━━━━━ STORED DATA

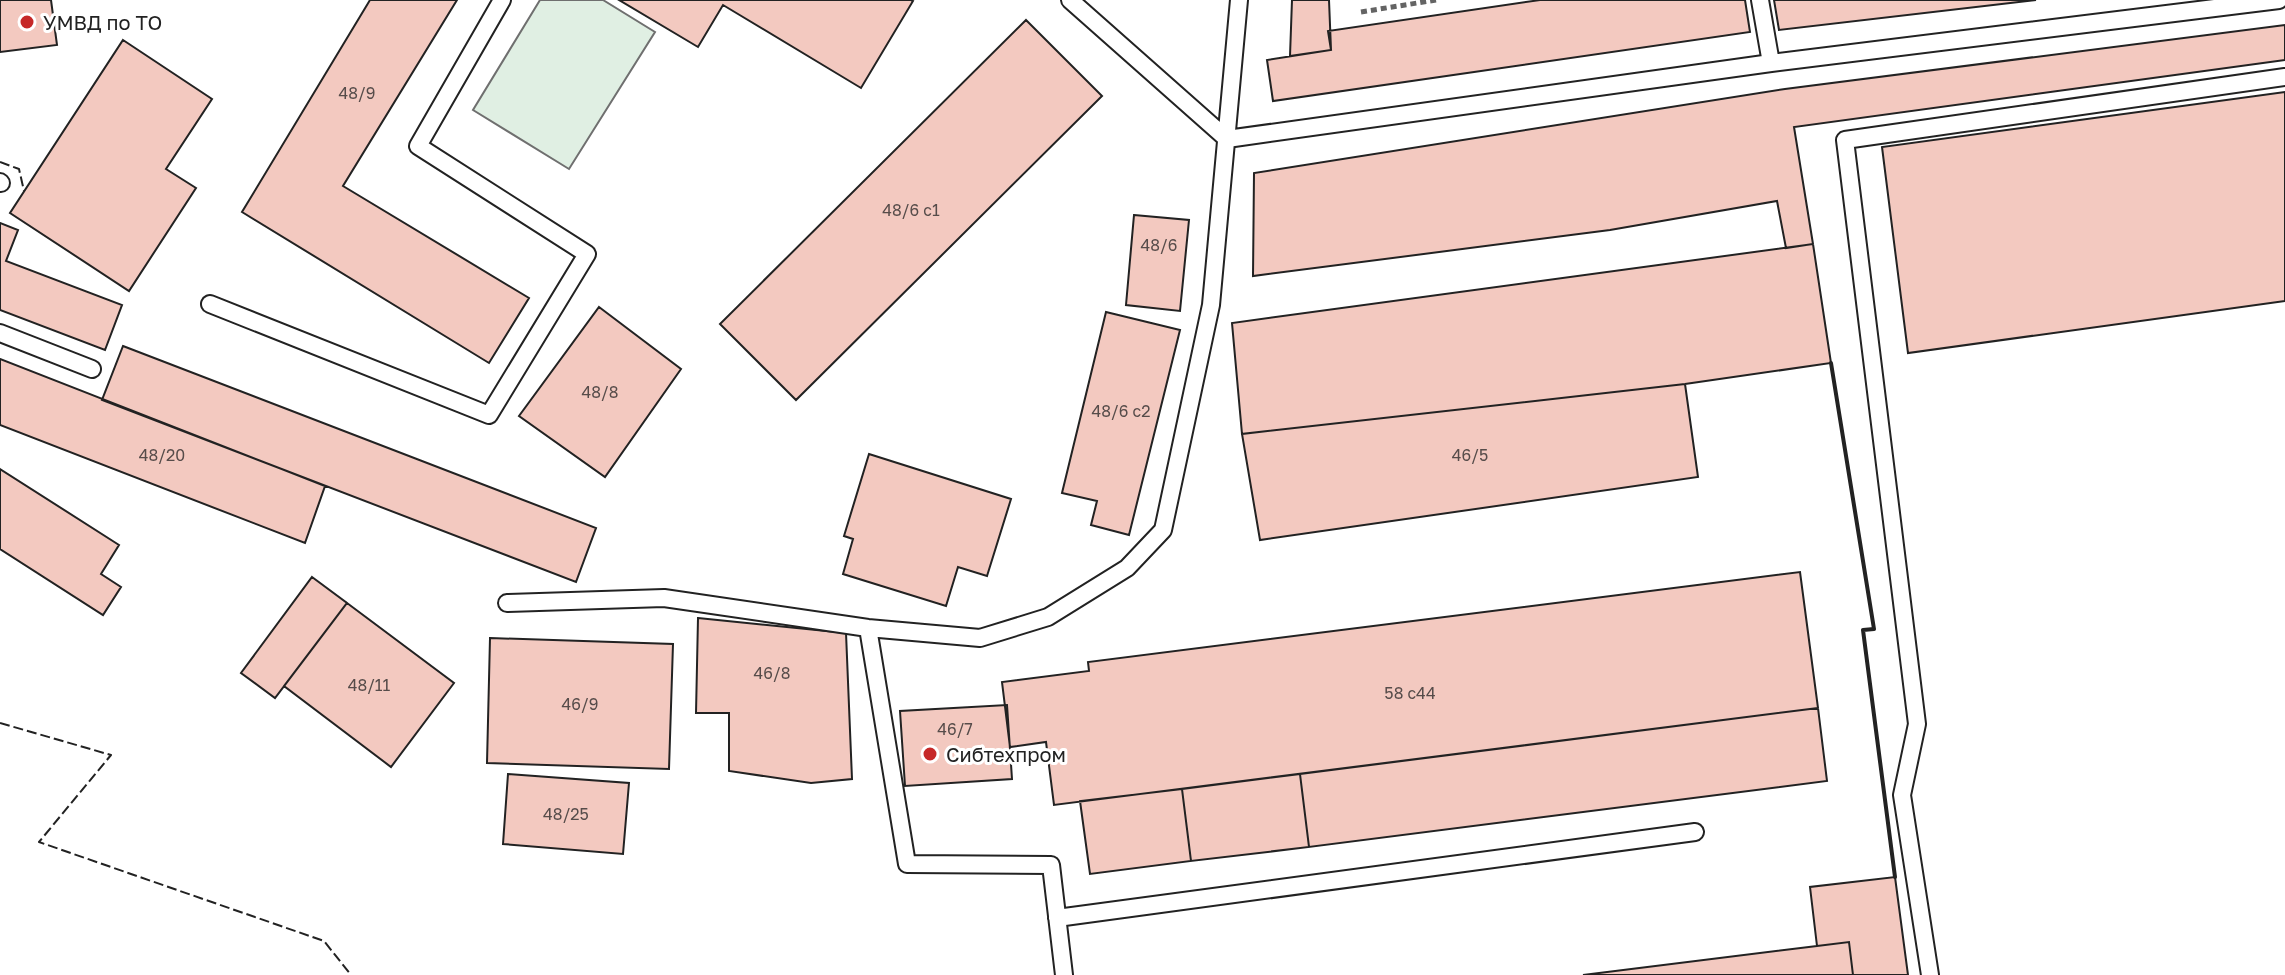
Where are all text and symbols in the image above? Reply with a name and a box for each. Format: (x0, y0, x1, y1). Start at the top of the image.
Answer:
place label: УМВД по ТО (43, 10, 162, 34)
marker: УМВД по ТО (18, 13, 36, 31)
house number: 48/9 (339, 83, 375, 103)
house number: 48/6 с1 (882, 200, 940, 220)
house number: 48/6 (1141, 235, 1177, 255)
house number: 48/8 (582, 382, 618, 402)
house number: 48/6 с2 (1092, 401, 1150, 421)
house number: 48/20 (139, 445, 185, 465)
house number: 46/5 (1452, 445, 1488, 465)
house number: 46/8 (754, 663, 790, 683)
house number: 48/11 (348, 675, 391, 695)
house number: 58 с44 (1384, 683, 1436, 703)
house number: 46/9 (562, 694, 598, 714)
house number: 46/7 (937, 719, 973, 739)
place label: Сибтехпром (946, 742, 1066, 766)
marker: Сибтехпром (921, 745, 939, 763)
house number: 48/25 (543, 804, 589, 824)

━━━━━━━━━━

▸ **YOUR TASK**: Your task is an exact printout of the records above, with no pictures.

▸ **TASK RESPONSE**:
Where are all text and symbols in the image above? Reply with a name and a box for each. Format: (x0, y0, x1, y1). Start at the top of the image.
Answer:
place label: УМВД по ТО (43, 10, 162, 34)
marker: УМВД по ТО (18, 13, 36, 31)
house number: 48/9 (339, 83, 375, 103)
house number: 48/6 с1 (882, 200, 940, 220)
house number: 48/6 (1141, 235, 1177, 255)
house number: 48/8 (582, 382, 618, 402)
house number: 48/6 с2 (1092, 401, 1150, 421)
house number: 48/20 (139, 445, 185, 465)
house number: 46/5 (1452, 445, 1488, 465)
house number: 46/8 (754, 663, 790, 683)
house number: 48/11 (348, 675, 391, 695)
house number: 58 с44 (1384, 683, 1436, 703)
house number: 46/9 (562, 694, 598, 714)
house number: 46/7 (937, 719, 973, 739)
place label: Сибтехпром (946, 742, 1066, 766)
marker: Сибтехпром (921, 745, 939, 763)
house number: 48/25 (543, 804, 589, 824)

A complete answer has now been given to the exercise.